Though it had some regret, the Supreme Court today upheld the Court of Appeal judgment finding that the Kiddee Case by PMS did not infringe the registered design protecting the Trunki ride on suitcase (by Magmatic).

The decision given by Lord Neuberger with unanimous agreement will not be welcomed by innovative rights holders who rely on Community registered design (CRD’s) to prevent copycat products. The Supreme Court confirmed Lord Justice’s Kitchin in the Court of Appeal rightly focused his assessment that the overall impression of the design was a horned animal and the fact the design had no decoration re-enforced that overall impression.  In contrast the impression of the Kidde Case was influenced by 2 tone colouring and the fact it looked like a lady bird or tiger and had antenna or ears.  Therefore, the Court of Appeal was not wrong to say the decoration of the Kidde Case affected how the shape itself strikes the eye and the overall impression it gives.
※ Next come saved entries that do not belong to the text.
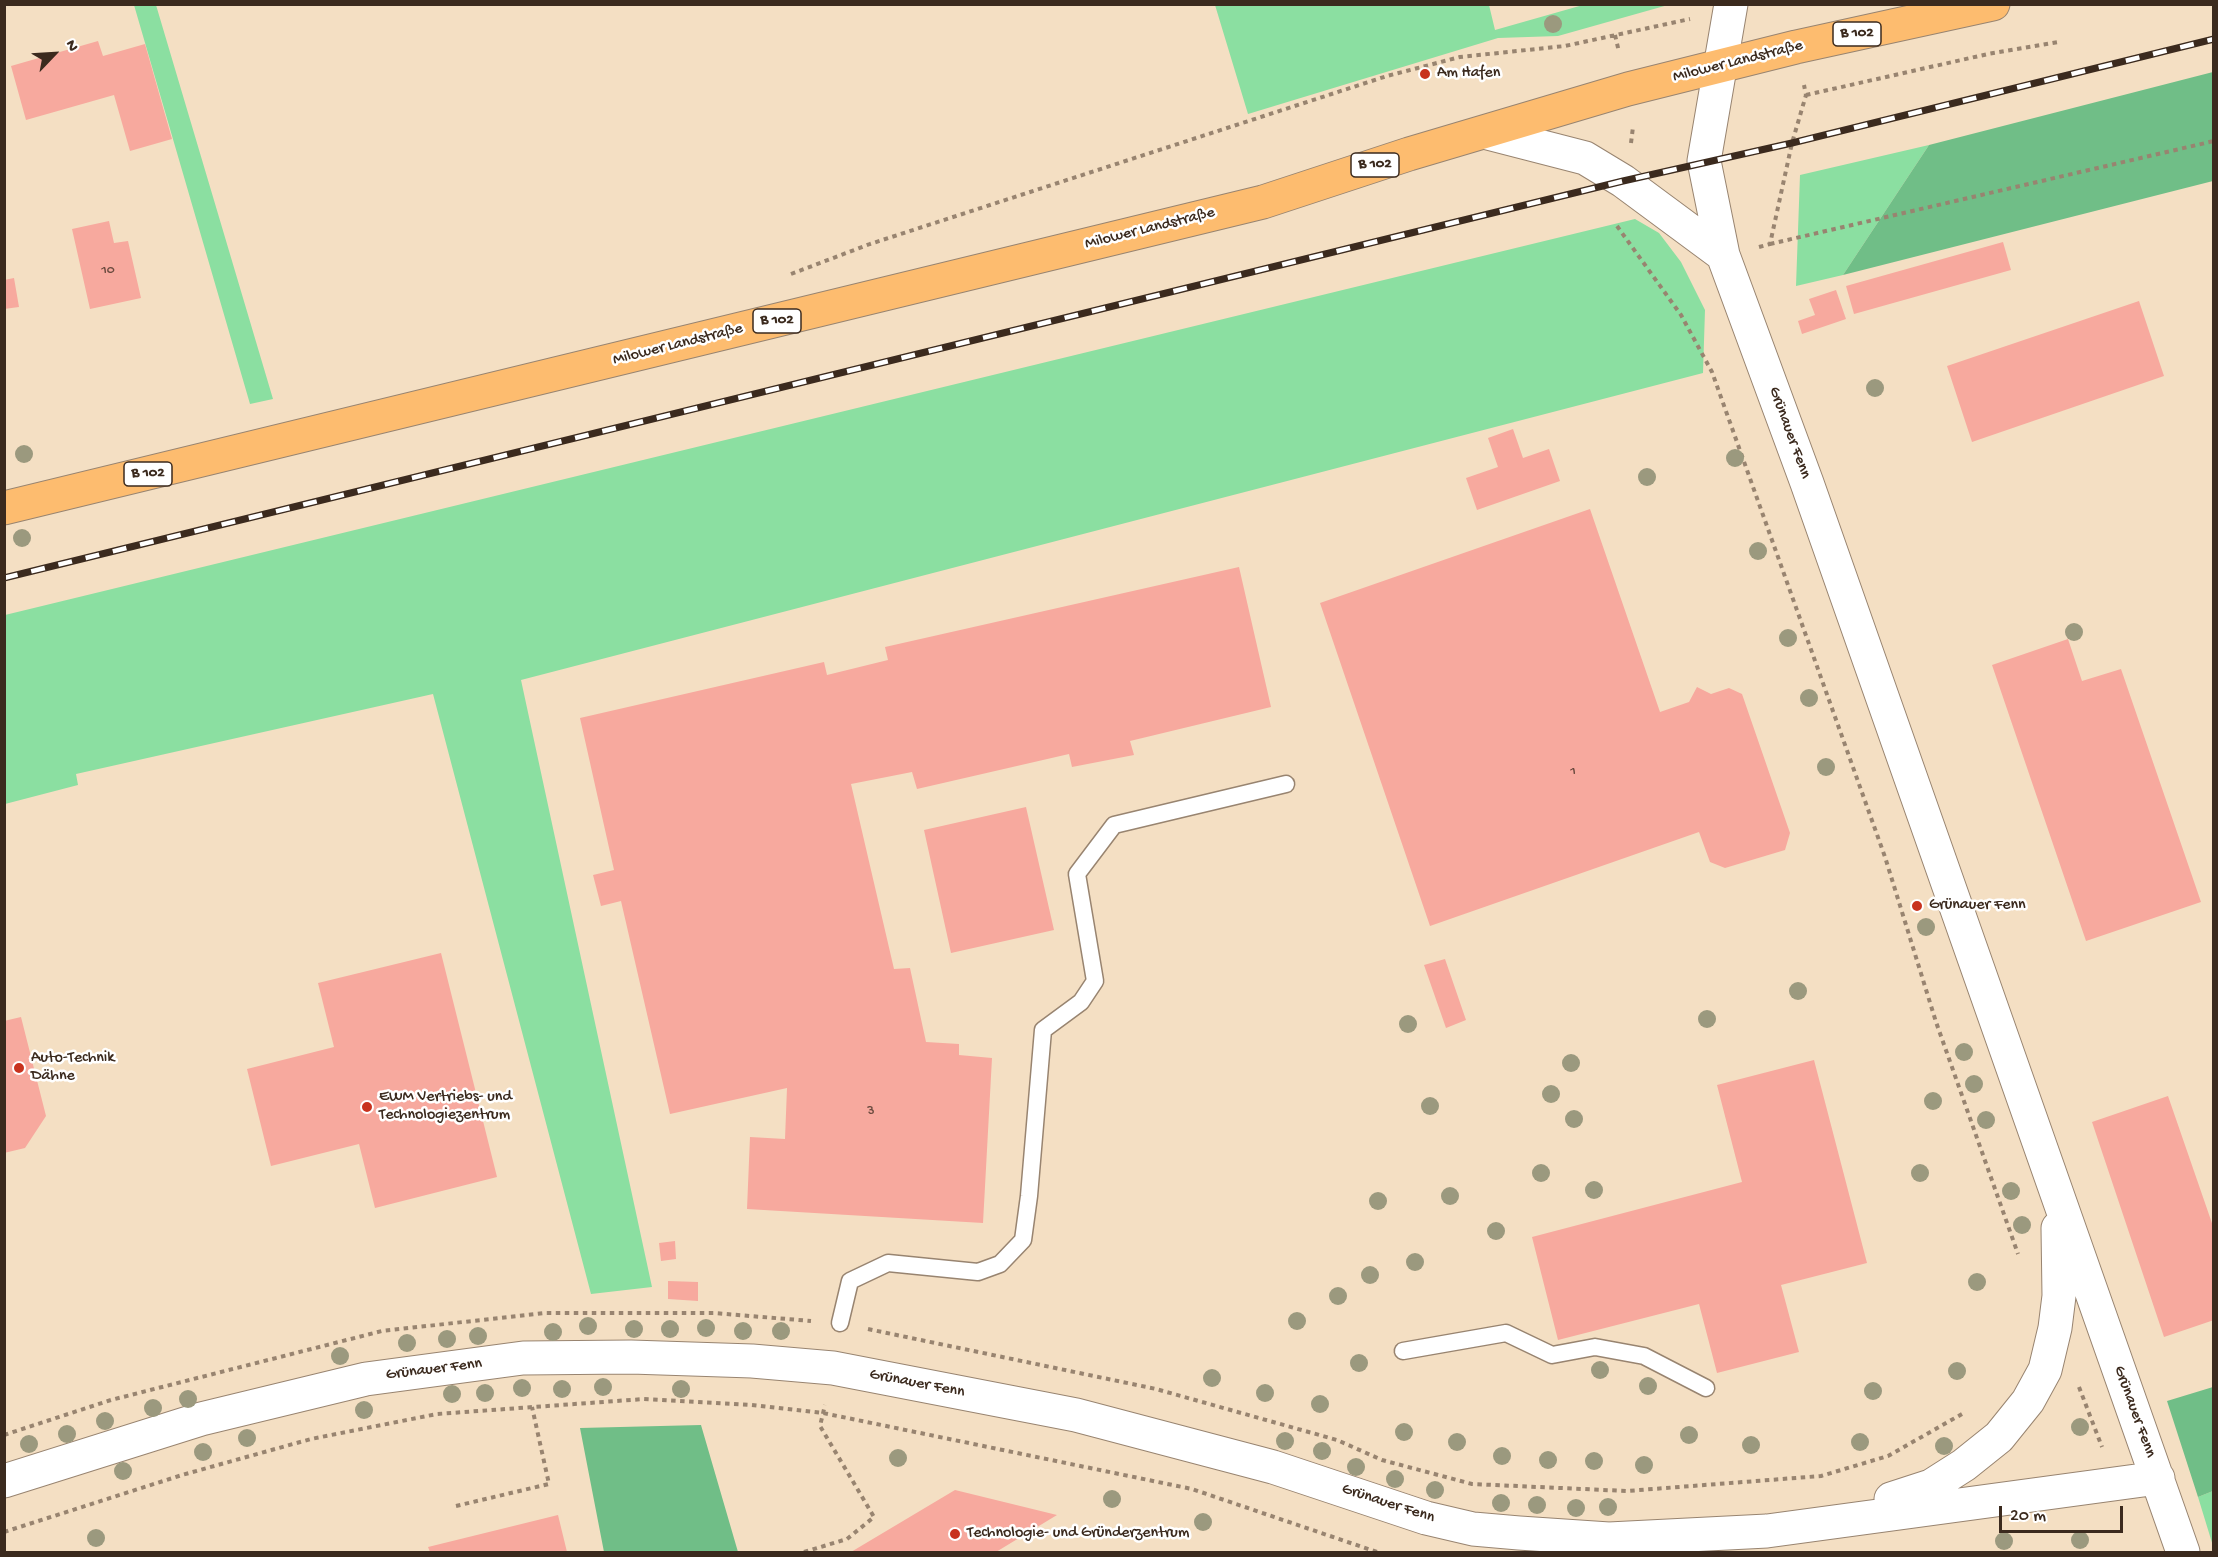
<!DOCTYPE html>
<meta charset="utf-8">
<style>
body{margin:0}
#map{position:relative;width:2218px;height:1557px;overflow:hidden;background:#f4dfc3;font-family:"Gochi Hand",sans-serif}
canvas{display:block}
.frame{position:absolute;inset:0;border:6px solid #3b2a1e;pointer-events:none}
.north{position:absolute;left:24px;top:24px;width:60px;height:60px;-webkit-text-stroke:4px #fff;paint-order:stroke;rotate:65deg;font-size:16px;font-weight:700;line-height:24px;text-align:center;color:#3b2a1e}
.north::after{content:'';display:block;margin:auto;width:21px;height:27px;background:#3b2a1e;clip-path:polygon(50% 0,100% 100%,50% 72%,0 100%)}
.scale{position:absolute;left:1999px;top:1506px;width:124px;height:27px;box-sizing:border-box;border:3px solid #3b2a1e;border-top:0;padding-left:8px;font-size:18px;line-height:21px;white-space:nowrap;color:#3b2a1e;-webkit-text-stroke:4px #fff;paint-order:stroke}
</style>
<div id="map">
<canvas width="2218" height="1557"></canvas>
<div class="frame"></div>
<div class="north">N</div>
<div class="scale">20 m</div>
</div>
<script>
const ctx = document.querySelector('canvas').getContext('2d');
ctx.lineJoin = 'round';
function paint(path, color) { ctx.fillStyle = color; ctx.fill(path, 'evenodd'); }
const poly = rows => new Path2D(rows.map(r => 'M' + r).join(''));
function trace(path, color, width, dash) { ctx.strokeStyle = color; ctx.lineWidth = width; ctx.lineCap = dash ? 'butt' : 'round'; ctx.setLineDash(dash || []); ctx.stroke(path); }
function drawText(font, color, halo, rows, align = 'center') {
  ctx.font = font + ' "Gochi Hand",sans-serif'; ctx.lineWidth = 5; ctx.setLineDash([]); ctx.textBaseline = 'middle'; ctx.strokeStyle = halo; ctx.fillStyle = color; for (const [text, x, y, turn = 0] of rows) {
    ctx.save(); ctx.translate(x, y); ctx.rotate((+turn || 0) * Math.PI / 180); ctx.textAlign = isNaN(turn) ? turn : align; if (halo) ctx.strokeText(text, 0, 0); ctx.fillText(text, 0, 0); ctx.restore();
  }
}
paint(poly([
 [134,5,156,5,273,399,250,404],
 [1215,5,1489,5,1495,30,1583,5,1668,5,1558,36,1498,38,1248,114],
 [1929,145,1843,275,1796,286,1800,175],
 [1635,219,1659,233,1681,262,1705,310,1703,373,521,680,652,1287,591,1294,433,694,76,774,78,785,5,804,5,615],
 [2213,1491,2213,1546,2198,1497]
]), '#8bdfa1');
paint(poly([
 [2213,72,2213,181,1843,275,1929,145],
 [2213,1387,2213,1491,2198,1497,2167,1401],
 [701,1425,738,1552,604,1552,580,1428]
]), '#70be87');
paint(poly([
 [98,41,103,56,145,44,172,139,130,151,114,95,26,120,11,66],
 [109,221,114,243,128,241,141,298,90,309,72,229],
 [2003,242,2011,270,1854,314,1846,286],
 [14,278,19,307,4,309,4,280],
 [1836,290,1846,319,1802,334,1798,321,1815,315,1809,299],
 [2139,301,2164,376,1972,442,1947,366],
 [1513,429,1523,458,1549,449,1560,481,1477,510,1466,478,1498,467,1488,438],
 [1590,509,1660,712,1689,702,1697,687,1711,694,1729,688,1742,694,1790,833,1785,850,1725,868,1710,862,1699,832,1430,926,1320,603],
 [1239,567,1271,707,1130,741,1134,755,1072,767,1069,754,917,789,912,772,851,784,894,969,910,968,926,1042,959,1044,959,1055,992,1058,983,1223,747,1209,750,1137,785,1139,787,1088,670,1114,621,901,601,906,593,875,614,870,580,718,824,662,827,675,888,660,885,647],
 [2068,639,2082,681,2121,669,2201,902,2086,941,1992,665],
 [1026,807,1054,930,951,953,924,830],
 [441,953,497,1177,375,1208,359,1144,271,1166,247,1069,334,1047,318,983],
 [1445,959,1466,1020,1446,1028,1424,965],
 [21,1017,46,1116,25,1148,4,1153,4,1021],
 [1814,1060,1867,1263,1781,1285,1799,1352,1717,1373,1699,1304,1558,1340,1532,1237,1742,1182,1717,1085],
 [2168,1096,2214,1229,2214,1320,2164,1337,2092,1122],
 [675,1241,676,1259,661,1261,659,1243],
 [668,1281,698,1282,698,1301,668,1299],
 [955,1490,1057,1515,996,1552,851,1552],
 [558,1515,567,1552,430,1552,428,1547]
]), '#f7a99e');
const lane = poly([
 [840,1323,850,1281,888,1263,978,1272,1000,1264,1023,1240,1029,1196,1043,1030,1081,1002,1095,981,1077,874,1114,825,1286,784],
 [1403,1351,1506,1333,1552,1355,1595,1347,1644,1356,1706,1388]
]);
const street = poly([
 [1731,4,1704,161,1723,255,1807,483,2183,1552],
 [1488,133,1585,158,1623,181,1723,255],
 [4,1481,201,1419,366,1379,523,1358,631,1357,752,1361,833,1368,1076,1415,1273,1467,1426,1518,1473,1529,1519,1533,1609,1539,1767,1531,2158,1478],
 [1891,1499,1931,1486,1964,1465,1999,1437,2028,1401,2045,1370,2055,1328,2059,1296,2058,1228]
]);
const primary = poly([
 [4,508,1263,202,1409,154,1628,89,1796,47,1993,4]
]);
trace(lane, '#988470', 19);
trace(street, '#988470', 35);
trace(primary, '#988470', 35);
trace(poly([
 [1615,35,1619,52],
 [1806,95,1988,54,2059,42],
 [1631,143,1633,127],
 [1617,226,1681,315,1712,372,1885,857,1936,1022,2018,1254],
 [1770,244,2214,141],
 [1759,247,1770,244,1792,143,1806,95,1804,85],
 [791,274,870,244,1387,76,1460,57,1565,46,1690,19],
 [868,1329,1156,1389,1337,1440,1382,1460,1472,1484,1627,1491,1821,1476,1888,1456,1962,1414],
 [2079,1387,2102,1447],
 [4,1435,111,1400,382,1331,544,1313,714,1313,811,1321],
 [456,1506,549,1484,532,1407],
 [4,1532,182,1475,311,1439,437,1414,644,1399,751,1405,823,1413,1192,1489,1377,1552],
 [804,1552,847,1539,874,1517,820,1426,825,1405]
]), '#988470', 4, [4.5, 4.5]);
trace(lane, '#fff', 16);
trace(street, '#fff', 33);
trace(primary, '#fdbc6f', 33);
const rail = poly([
 [4,578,1623,181,1792,143,2214,39]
]);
trace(rail, '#3b2a1e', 7);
trace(rail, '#fff', 4.5, [14]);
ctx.fillStyle = '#9b997e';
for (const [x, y] of [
 [1553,24],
 [1875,388],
 [24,454],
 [1735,458],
 [1647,477],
 [22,538],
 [1758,551],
 [2074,632],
 [1788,638],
 [1809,698],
 [1826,767],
 [1926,927],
 [1798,991],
 [1707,1019],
 [1408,1024],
 [1964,1052],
 [1571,1063],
 [1974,1084],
 [1551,1094],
 [1933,1101],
 [1430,1106],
 [1574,1119],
 [1986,1120],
 [1541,1173],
 [1920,1173],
 [1594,1190],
 [2011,1191],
 [1450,1196],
 [1378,1201],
 [2022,1225],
 [1496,1231],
 [1415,1262],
 [1370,1275],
 [1977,1282],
 [1338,1296],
 [1297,1321],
 [588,1326],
 [706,1328],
 [634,1329],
 [670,1329],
 [743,1331],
 [781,1331],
 [553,1332],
 [478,1336],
 [447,1339],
 [407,1343],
 [340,1356],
 [1359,1363],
 [1600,1370],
 [1957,1371],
 [1212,1378],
 [1648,1386],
 [603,1387],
 [522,1388],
 [562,1389],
 [681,1389],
 [1873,1391],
 [485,1393],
 [1265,1393],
 [452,1394],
 [188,1399],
 [1320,1404],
 [153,1408],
 [364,1410],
 [105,1421],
 [2080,1427],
 [1404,1432],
 [67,1434],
 [1689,1435],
 [247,1438],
 [1285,1441],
 [1457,1442],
 [1860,1442],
 [29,1444],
 [1751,1445],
 [1944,1446],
 [1322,1451],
 [203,1452],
 [1502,1456],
 [898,1458],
 [1548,1460],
 [1594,1461],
 [1644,1465],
 [1356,1467],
 [123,1471],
 [1395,1479],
 [1435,1490],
 [1112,1499],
 [1501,1503],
 [1537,1505],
 [1608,1507],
 [1576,1508],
 [1203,1522],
 [96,1538],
 [2080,1540],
 [2004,1541]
]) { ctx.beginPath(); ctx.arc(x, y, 9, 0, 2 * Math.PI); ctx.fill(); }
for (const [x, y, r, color] of [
 [1425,74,6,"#c8321e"],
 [1917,906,6,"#c8321e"],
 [19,1068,6,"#c8321e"],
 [367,1107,6,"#c8321e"],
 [955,1534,6,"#c8321e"]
]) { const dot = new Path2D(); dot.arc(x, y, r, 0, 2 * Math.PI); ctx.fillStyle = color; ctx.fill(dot); trace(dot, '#fff', 2); }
drawText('14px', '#6a4a3e', null, [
 ["10",108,271],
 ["1",1573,772],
 ["3",871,1112]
]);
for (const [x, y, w] of [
 [1857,34,48],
 [1375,165,48],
 [777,321,48],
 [148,474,48]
]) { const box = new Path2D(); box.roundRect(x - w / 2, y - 12, w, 24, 4.5); ctx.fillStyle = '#fff'; ctx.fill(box); trace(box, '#3b2a1e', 1.5); }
drawText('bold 15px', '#3b2a1e', null, [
 ["B 102",1857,34],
 ["B 102",1375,165],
 ["B 102",777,321],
 ["B 102",148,474]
]);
drawText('16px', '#3b2a1e', '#fff', [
 ["Milower Landstraße",1738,62,-14],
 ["Milower Landstraße",1150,229,-14],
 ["Milower Landstraße",678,345,-14],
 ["Grünauer Fenn",1789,433,70],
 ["Grünauer Fenn",434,1370,-7],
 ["Grünauer Fenn",917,1384,11],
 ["Grünauer Fenn",2134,1412,70],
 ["Grünauer Fenn",1388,1504,18]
]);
drawText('16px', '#3b2a1e', '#fff', [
 ["Am Hafen",1437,74],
 ["Grünauer Fenn",1929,906],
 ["Auto-Technik",31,1059],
 ["Dähne",31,1077],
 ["EWM Vertriebs- und",379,1098],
 ["Technologiezentrum",379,1116],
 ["Technologie- und Gründerzentrum",967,1534]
], 'left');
</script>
Interestingly, the Supreme Court did say it would have found the same result as the Court of Appeal, but only with regret as it recognised Trunki was original and clever.  However, this judgment crystallised a truth known to practitioners that CRD’s do not protect the idea or invention only the design.

A major plank on appeal was the contention whether a design feature of a CRD could be an absence of decoration. Given the Court of Appeal did not make such a free-standing contention the Supreme Court did not need to address it but in obiter comments said it was plain that absence of decoration as a matter of principle could be a feature of registered design.   This is a principle that famously appeared in the Apple v Samsung phone case and must turn on the proper interpretation of the images for the registered design. It can be difficult to construct whether this was a feature intended.  The Supreme Court stressed that absence of decoration does mean an accused design with decoration will avoid infringement, it just mean ornamentation is a factor which can be taken into account.

The Supreme Court left open if absence of ornamentation was a feature of the CRD in this particular case, as it did not need to be resolved on appeal.

The final issue was the contrast colouring of the CRD.  The Court of Appeal said the judge failed to take the contrast in wheel colour compared to the other aspects of design into account.  The Supreme Court had little sympathy for the argument of Magmatic that the contrast was shown because the wheels had a function.   In considering the scope of protection of CRDs, rights holders must assess if there is a colour contrast in black and white designs and the impact that has for enforcement.  The interpretation of the CRD is always vital and it is now clear the UK approach is that a colour contrast in black and white will be a feature affecting the overall impression of the design.

No issues needed to be referred to the CJEU because there was no point of law at issue. The issues all focused on interpretation of the images of the CRD at issue.  Though the contention of absence of ornamentation was a point of EU law, it did not raise an issue on appeal and further the Supreme Court did not consider it was arguable as Lord Neuberger considered that minimalism of design self evidently could be an important aspect of design.

In future, the key to enforcement of CRDs that have no ornamentation will be to assess if the overall impression of the accused product is affected by decoration.  Before this decision, it might have been more likely rights holders would dismiss surface decoration on an accused product if their CRD had none.  Now, in the right context, decoration must be taken into account if it significantly affects how the shape itself strikes the eye.